Abbaye de Fontfroide

Heute haben wir gemeinsam mit Matthias und Thomas einen Ausflug in die nähere Umgebung zur ehemaligen Abtei Saint-Marie-de-Fontfroide unternommen. Wir wollten das aufgegebene Kloster anschauen und anschließend eine kleine Wanderung durch die angrenzenden kleinen Berge unternehmen.

Einer der großen Höfe der Abtei mit teils neueren, künstlerischen Elementen (hier im mittleren Gitter erkennbar).

Die ehemalige Zisterzienserabtei wurde 1093 gegründet und 1901 endgültig aufgegeben. Die meisten Gebäudeteile stammen aus dem 12. und 13. Jhd. und es gilt zu den am besten erhaltenen Klöster aus dieser Zeit.

Säulen im fast 1000 Jahre alten Kreuzgang.

Das Kloster wurde 1908 vom Maler und Kunstsammler Gustave Fayet gekauft und ist bis heute im Familienbesitz. Die Familie hat die Restauration des Bauwerks dabei immer unter künstlerischen Gesichtspunkten vorgenommen.

Die Restaurierung der Kapitelle der Säulen wurden nicht unter dem Gesichtspunkt der detailgetreuen Nachbildung des Ursprungszustandes vorgenommen, sondern unter künstlerischen Aspekten durchgeführt.

Im gesamten, besuchbaren Teil der Abtei war immer auch Kunst der letzten 120 Jahre zu finden und (für uns besonders schön) die außenliegenden Anlagen wurden mit vielen schönen Gartenideen gestaltet.

Mit liebe zum Detail: eine Tillandsie in einem Baum mit verschlungenen Ästen.

Die sehr gepflegte Anlage bot immer wieder überraschende Ausblicke und Perspektiven und vor allem Ruhe und Entspannung.

Eine Skulptur aus dem Jahre 2008 von einem südafrikanischen Künstler.

Der große Innenhof wurde aber wesentlich von einem wunderbar gewachsenen (sicherlich korrigierend gezogenen) Erdbeerbaum geprägt. Matthias war ganz begeistert von diesem Exemplar.

Matthias unten links beim Fotografieren des Baumes
Die Früchte des Erdbeerbaumes werden im reifen Zustand fast erdbeerrot.

Das Innere der Abtei war im Laufe des 19. Jhds. bereits fast vollständig ausgeräumt und wirkte für uns mit seiner Leere ganz besonders auf uns, dadurch kamen die seit 1908 eingefügten künstlerischen Elemente oft besonders zur Geltung.

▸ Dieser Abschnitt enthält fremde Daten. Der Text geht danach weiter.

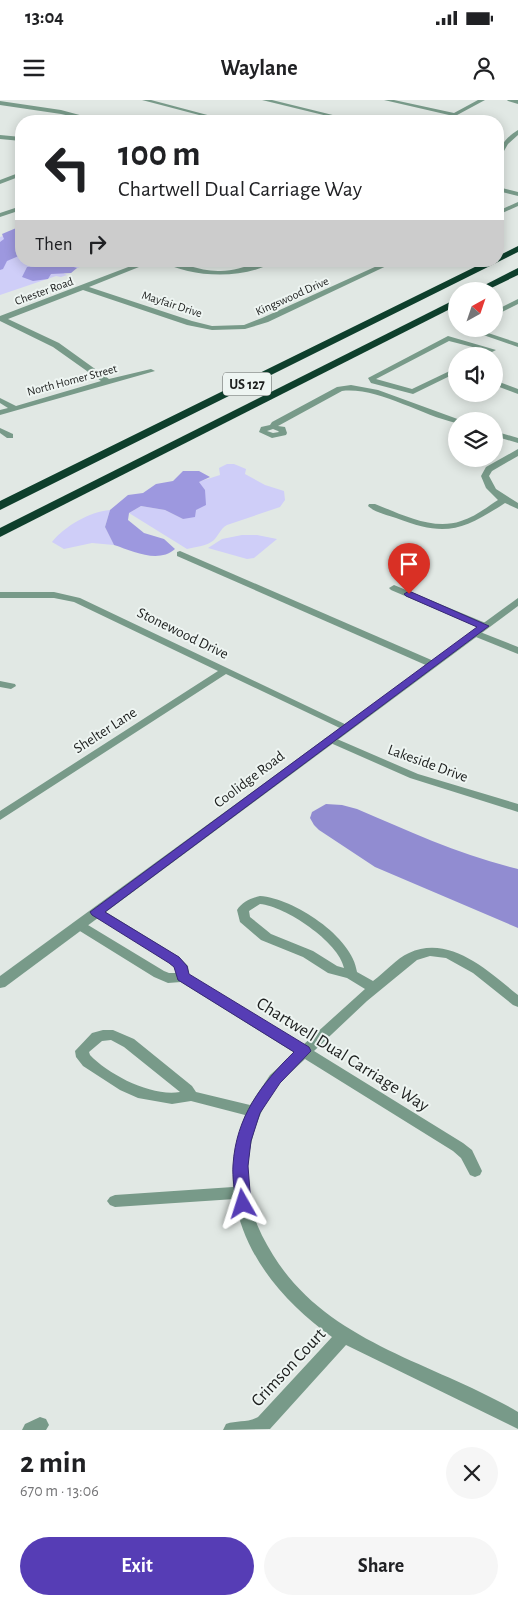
<!DOCTYPE html>
<meta charset="utf-8">
<style>
:root{--surface:#fff;--page:#f6f6f6;--text:#202124;--muted:#757577;--accent:#563db5}
body{margin:0;font-family:"Alegreya Sans",sans-serif;background:var(--page);color:var(--text);height:100vh;display:flex;flex-direction:column;font-size:19px;white-space:nowrap}
*{box-sizing:border-box;margin:0}
p{font-size:16px;color:var(--muted)}
.icon{flex:none;width:28px;height:28px;fill:none;stroke:currentColor;stroke-width:2;stroke-linecap:round;stroke-linejoin:round}
.map{position:relative;height:1330px;overflow:hidden}
.side{display:flex;flex-direction:column;background:var(--surface);flex:1}
.side>*{flex:none}
.guide{position:absolute;left:15px;top:15px;width:489px;height:152px;border-radius:20px;box-shadow:0 2px 12px #0003;background:#fff;color:var(--text);overflow:hidden}
.needle{width:32px;rotate:40deg}
.tools{position:absolute;left:448px;top:182px;display:grid;gap:10px}
.tools a{display:grid;place-items:center;width:55px;height:55px;border-radius:50%;background:var(--surface);box-shadow:0 2px 12px #0003;font-size:25px}
.pin{position:absolute;display:grid;place-items:center;width:42px;height:42px;color:#fff;margin:-51px -21px;border-radius:50% 50% 50% 0;rotate:-45deg;box-shadow:0 0 5px #0007}
.pin .icon{rotate:45deg}
.me{position:absolute;width:55px;margin:-28px;rotate:354deg;stroke-linejoin:round;filter:drop-shadow(0 0 4px #0008)}
.turn{display:flex;align-items:center;gap:18px;height:105px;padding:0 20px;font-size:22px}
.turn .icon{width:65px;height:65px;stroke-width:2.5}
.turn b{display:block;font-size:35px;line-height:42px}
.then{display:flex;align-items:center;height:48px;padding:0 20px;background:#0003;gap:10px;font-size:19px}
.round{display:grid;place-items:center;flex:none;width:52px;height:52px;border-radius:26px;background:var(--page)}
.head{display:flex;align-items:center;justify-content:space-between;height:85px;padding:0 20px}
h1{font-size:30px;font-weight:700;line-height:38px}
.action{display:flex;gap:10px;margin-top:auto;padding:10px 20px}
.action a{flex:1;height:58px;border-radius:30px;background:var(--accent);color:#fff;font-size:20px;font-weight:700;line-height:58px;text-align:center}
.action a+a{background:var(--page);color:var(--text)}
.status{display:flex;justify-content:space-between;align-items:center;height:35px;padding:0 25px;background:var(--surface);direction:ltr}
.status svg{height:14px;fill:currentColor}
header{display:flex;justify-content:space-between;align-items:center;height:65px;padding:0 20px;background:var(--surface);font-size:22px;font-weight:700}
.map>svg:first-child{display:block}
</style>
<div class="status"><b>13:04</b><svg viewBox="0 0 49 12"><path d="M0 12V9h3v3zM5 12V6h3v6zM10 12V3h3v9zM15 12V0h3v12zM26 1h20v11H26zM47 4h2v5h-2z"/></svg></div>
<header><svg class="icon" aria-label="menu" viewBox="0 0 24 24"><path d="M4 6h16M4 12h16M4 18h16"/></svg>Waylane<svg class="icon" aria-label="person" viewBox="0 0 24 24"><circle cx="12" cy="8" r="4"/><path d="M4 21q1-7 8-7t8 7"/></svg></header>
<div class="map">
<svg width="518" height="1330" viewBox="0 0 518 1330">
<rect width="100%" height="100%" fill="#e1e8e4"/>
<!-- green -->
<g fill="#cfcef8">
<path d="M21,130V161H97L63,173L67,175L61,177L56,176L0,195V137Z"/>
<path d="M227,364H234L246,369L245,374L265,385L284,391L285,400L280,407L227,425C220,429 219,435 214,440C207,446 196,447 187,449L129,413L141,406L165,410L183,419L198,382L220,375L219,368Z"/>
<path d="M110,410L105,427L114,445L92,443L64,449L52,442C65,426 89,412 110,410Z"/>
<path d="M242,435H257L277,439L254,458L247,459L208,448L222,439Z"/>
</g>
<!-- forest -->
<g fill="#9d98df">
<path d="M21,126V155L7,161L3,169L0,170V142L4,139L2,134Z"/>
<path d="M64,164L77,168L71,173L51,174L48,179L33,181L22,177L27,167Z"/>
<path d="M183,371H199L210,377L199,382L205,390L206,405L196,410L195,417L183,419L165,410L141,406L129,413L128,420L144,433L164,439L175,449C158,464 133,451 114,445L105,427L110,410L128,395L143,393L156,384L173,381Z"/>
</g>
<!-- water -->
<path fill="#918cd1" d="M326,704L342,705L357,709C411,732 460,755 518,769V828L375,767L319,730L314,725L310,718L312,712Z"/>
<g fill="none" stroke-linecap="round" stroke-linejoin="round">
<!-- minor -->
<g fill="#789a89" fill-rule="evenodd">
<path d="M142,0H151L230,21H222Z"/>
<path d="M262,0H272L357,21H348Z"/>
<path d="M384,0H394L454,13L478,0H485L446,21H439L449,15Z"/>
<path d="M507,0H518V4L508,1Z"/>
<path d="M0,1L61,10L102,21H93L61,14L0,5Z"/>
<path d="M518,30V35L508,44L500,58L498,59C498,46 508,36 518,30Z"/>
<path d="M0,35L21,37V41L0,39Z"/>
<path d="M21,72V76L0,84V80Z"/>
<path d="M498,87L518,92V96L498,91Z"/>
<path d="M518,102V106L498,115V111Z"/>
<path d="M21,106V110L0,117V113Z"/>
<path d="M144,161H154L89,187L192,221L212,226L244,225L262,218L388,161H397L268,222L245,229L212,230L187,225L83,190L8,219L59,243L109,279L151,269L155,271L0,315V310L8,308L0,303V298L16,306L101,281L53,247L0,221V216Z"/>
<path d="M161,161C180,161 198,171 218,171C238,172 256,161 275,161C246,180 190,178 161,161Z"/>
<path d="M518,199V204L494,216V211Z"/>
<path d="M466,229H476L518,243V247Z"/>
<path d="M448,236L496,250L492,252L449,241L376,279L412,289L456,268V273L413,294L371,283L368,278Z"/>
<path d="M494,280L518,289V294L494,285Z"/>
<path d="M351,285L378,290L463,321H456V323C420,315 378,287 342,291L278,326L285,327L287,333L286,335L272,338L259,332L261,327L270,325L272,322L337,287ZM273,329L278,331L279,332L273,333L267,331Z"/>
<path d="M0,328L13,334V338H7L0,333Z"/>
<path d="M494,331L518,338V343L494,336Z"/>
<path d="M518,349V356L492,371L489,376L496,389L518,403V409L505,403C462,431 445,437 396,418C387,415 374,412 368,406L369,404H375C401,414 433,431 461,421C475,417 487,407 498,400L486,388L481,376L486,367Z"/>
<path d="M180,451L436,562L437,564L436,566H428L177,456V452Z"/>
<path d="M394,485L488,524L489,526L488,528H480L391,490L389,488Z"/>
<path d="M0,492H54L80,498L351,627L350,629H342L226,574L0,720V711L218,571L74,502L54,498H0Z"/>
<path d="M475,530L518,547V554L471,535L470,533Z"/>
<path d="M0,581L15,584L16,586L11,589L0,587Z"/>
<path d="M330,636L418,674L518,704V712L410,678L326,641L324,639Z"/>
<path d="M260,796C293,798 353,837 357,872L373,881C384,873 397,858 409,853C450,834 489,872 518,895V907L513,905L473,873L446,858L430,856L417,860L367,901L314,951L463,1043L472,1050L482,1071L480,1075L475,1077L470,1075L461,1058L453,1051L305,959C297,967 288,974 280,983C257,1010 247,1046 248,1081C249,1109 258,1131 273,1155C328,1244 434,1262 518,1312V1329L346,1245L270,1329L223,1330L226,1324C237,1320 247,1323 258,1317L332,1237C286,1204 244,1157 235,1099L115,1107L110,1105L107,1101L110,1097L115,1095L233,1087C232,1061 237,1039 245,1015L191,1001L172,1004L138,998L120,990L83,966L76,957L75,951L92,933L103,930H113L134,939L192,986L196,992L250,1005L270,975L295,953L181,882L168,883L154,877L75,828L73,825L75,822H83L164,871L169,873H176L175,868L169,863L93,815L91,812L93,809H101L179,857L188,866L189,875L303,945L365,889L347,878L328,873L303,857L261,840L240,822L237,810C242,802 251,798 260,796ZM260,804C285,806 339,842 344,868L337,866L313,851L271,834L250,817L249,811ZM111,940L124,947L180,992C152,997 109,975 90,955L89,952L102,941Z"/>
<path d="M40,1317L46,1319L49,1325L46,1330H22L25,1324Z"/>
</g>
<!-- tertiary -->
<path fill="#789a89" fill-rule="evenodd" d="M518,498V506L5,887L0,888V876Z"/>
<!-- motorway -->
<g fill="#0e3f2c" fill-rule="evenodd">
<path d="M518,146V152L0,410V401L487,161H498V156Z"/>
<path d="M518,168V175L485,191H473Z"/>
<path d="M456,199V206L0,437V428Z"/>
</g>
</g>
<!-- route -->
<path fill="#563db5" stroke="#382876" d="M409,491L489,526L105,812L179,857L187,866L189,874L309,947L311,951L280,983L260,1013L251,1041L248,1066L251,1104L249,1108L243,1110L238,1108L236,1104C235,1091 232,1078 233,1065C236,1017 261,984 294,952L178,880L174,867L169,863L92,815L90,812L477,527L406,496L404,494Z"/>
<g text-anchor="middle" stroke-width="4" stroke-linejoin="round" paint-order="stroke">
<!-- far-street labels -->
<g font-size="12" fill="#1c1e1d" stroke="#eef5f2">
<text transform="translate(44 191) rotate(-20)" y="4">Chester Road</text>
<text transform="translate(292 196) rotate(-24)" y="4">Kingswood Drive</text>
<text transform="translate(172 204) rotate(18)" y="4">Mayfair Drive</text>
<text transform="translate(72 280) rotate(-15)" y="4">North Homer Street</text>
</g>
<!-- shield labels -->
<rect fill="#eef5f2" stroke="#5b5e5d" stroke-width="1" x="223" y="272.5" width="48" height="23" rx="4"/>
<g font-size="14" font-weight="bold" fill="#1c1e1d">
<text x="247" y="289">US 127</text>
</g>
<!-- street labels -->
<g font-size="15" fill="#1c1e1d" stroke="#eef5f2">
<text transform="translate(183 533) rotate(26)" y="5">Stonewood Drive</text>
<text transform="translate(105 630) rotate(-33)" y="5">Shelter Lane</text>
<text transform="translate(428 663) rotate(20)" y="5">Lakeside Drive</text>
<text transform="translate(249 679) rotate(-37)" y="5">Coolidge Road</text>
</g>
<!-- near-street labels -->
<g font-size="18" fill="#1c1e1d" stroke="#eef5f2">
<text transform="translate(343 954) rotate(32)" y="6">Chartwell Dual Carriage Way</text>
<text transform="translate(288 1267) rotate(-47)" y="6">Crimson Court</text>
</g>
</g>
</svg>
<div class="tools">
<a><svg class="needle" viewBox="-14 -14 28 28"><path d="M0-13l5 13h-10z" fill="#e53935"/><path d="M0 13l5-13h-10z" fill="#757577"/></svg></a>
<a><svg class="icon" aria-label="sound" viewBox="0 0 24 24"><path d="M4 9h4l5-4v14l-5-4H4zM17 9q2 3 0 6"/></svg></a>
<a><svg class="icon" aria-label="layers" viewBox="0 0 24 24"><path d="M12 4l9 5-9 5-9-5zM3 14l9 5 9-5"/></svg></a>
</div>
<div class="pin" style="left:409px;top:494px;background:#d93025"><svg class="icon" aria-label="arrive" viewBox="0 0 24 24"><path d="M6 21V4h12l-3 4 3 4H6"/></svg></div>
<svg class="me" style="left:243px;top:1104px" viewBox="-20 -20 40 40"><path d="M0-17L14 15 0 8-14 15z" fill="#563db5" stroke="#fff" stroke-width="4"/></svg>
<div class="guide">
<div class="turn"><svg class="icon" aria-label="left" viewBox="0 0 24 24"><path d="M17 20v-9H6M10 6l-5 5 5 5"/></svg><div><b>100 m</b>Chartwell Dual Carriage Way</div></div>
<div class="then">Then<svg class="icon" aria-label="right" viewBox="0 0 24 24"><path d="M7 20v-9h11M14 6l5 5-5 5"/></svg></div>
</div>
</div>
<section class="side">
<div class="head"><div><h1>2 min</h1><p>670 m · 13:06</p></div><a class="round"><svg class="icon" aria-label="close" viewBox="0 0 24 24"><path d="M6 6l12 12M18 6L6 18"/></svg></a></div>
<div class="action"><a>Exit</a><a>Share</a></div>
</section>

Die Fenster in der ehemaligen Klosterkirche waren von verschiedenen Künstlern gestaltet worden und wirkten durch ihre aktuelle Farbigkeit.
Teils wirkten die Räume aber auch nur durch ihre Leere. Hier das alte Dormitorium in dem Thomas und Matthias dort fotografierten, wo in der Blütezeit der Abtei 250 Mönche geschlafen haben.

Ganz besonders haben uns aber mal wieder die Gärten der Anlage interessiert.

Der Rosengarten im mediterranen Zupflanzungen war besonders schön.

Durch viele insektenfreundliche Blüten zog der Garten sehr viele Schmetterlinge an und Matthias und ich fühlten uns an unseren Besuch in Hobbiton in Neuseeland erinnert, wo sogar extra Schmetterling angezüchtet wurden. Auch hier gab es so viele große und bunte Exemplare.

Ein Schwalbenschwanz in voller Pracht.

Auch der restliche Garten steckte voller schöner Ideen und hat uns begeistert. Leider musste aber die anschließend geplante Wanderung ausfallen.

Teile der Anlage vom erhöhten Teil des Gartens aus fotografiert.

Der Wald rund um die Klosteranlage herum war den Waldbränden in diesem Sommer zum Opfer gefallen und nur die an das Kloster angrenzenden Baumbestände waren nicht verkohl. Ob dies reines Glück war oder gezielt die Anlage geschützt wurde, haben wir nicht erfahren.

Als folge der langen, trockenen Hitzewellen war die direkte Umgebung aber gesperrt, damit nicht unabsichtlich Besucher einen gefährlichen Brand auslösen können.

Die ausgefallene Wanderung haben wir durch eine Kaffeeleckerei mit tollen Eclairs aus der hiesigen Boulangerie ersetzt und anschließen auf der Terrasse des Gites entspannt Hitster mit ausschließlich französischen Liedern gespielt.